[Dataset entries]
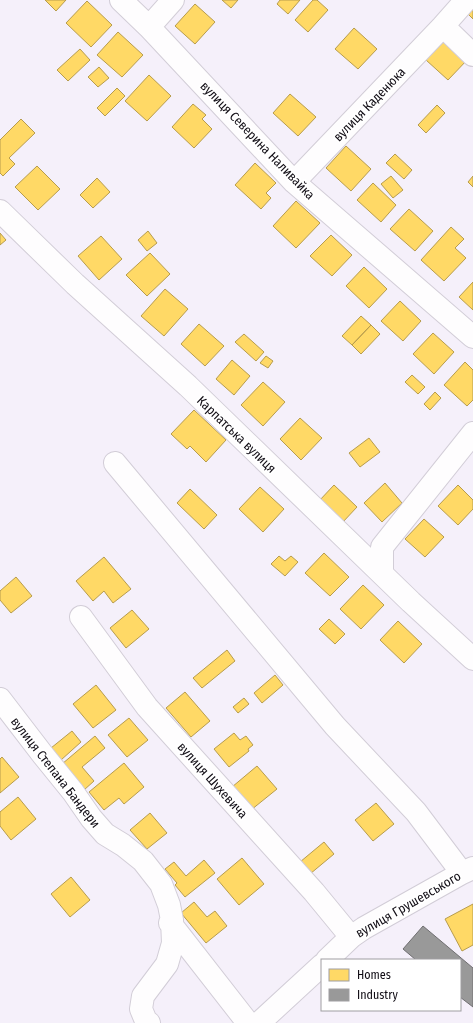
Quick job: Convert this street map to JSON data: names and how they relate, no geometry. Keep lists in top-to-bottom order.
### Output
{
  "streets": {
    "street": [
      "вулиця Каденюка",
      "вулиця Северина Наливайка",
      "Карпатська вулиця",
      "вулиця Степана Бандери",
      "вулиця Шухевича",
      "вулиця Грушевського"
    ]
  },
  "crossings": [
    ["вулиця Каденюка", "вулиця Северина Наливайка"],
    ["вулиця Шухевича", "вулиця Грушевського"]
  ],
  "legend": ["Homes", "Industry"]
}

* **THE TASK**
Set down every entry word for word, but omit the pictures.

* **RESULT BELOW**
Quick job: Convert this street map to JSON data: names and how they relate, no geometry. Keep lists in top-to-bottom order.
### Output
{
  "streets": {
    "street": [
      "вулиця Каденюка",
      "вулиця Северина Наливайка",
      "Карпатська вулиця",
      "вулиця Степана Бандери",
      "вулиця Шухевича",
      "вулиця Грушевського"
    ]
  },
  "crossings": [
    ["вулиця Каденюка", "вулиця Северина Наливайка"],
    ["вулиця Шухевича", "вулиця Грушевського"]
  ],
  "legend": ["Homes", "Industry"]
}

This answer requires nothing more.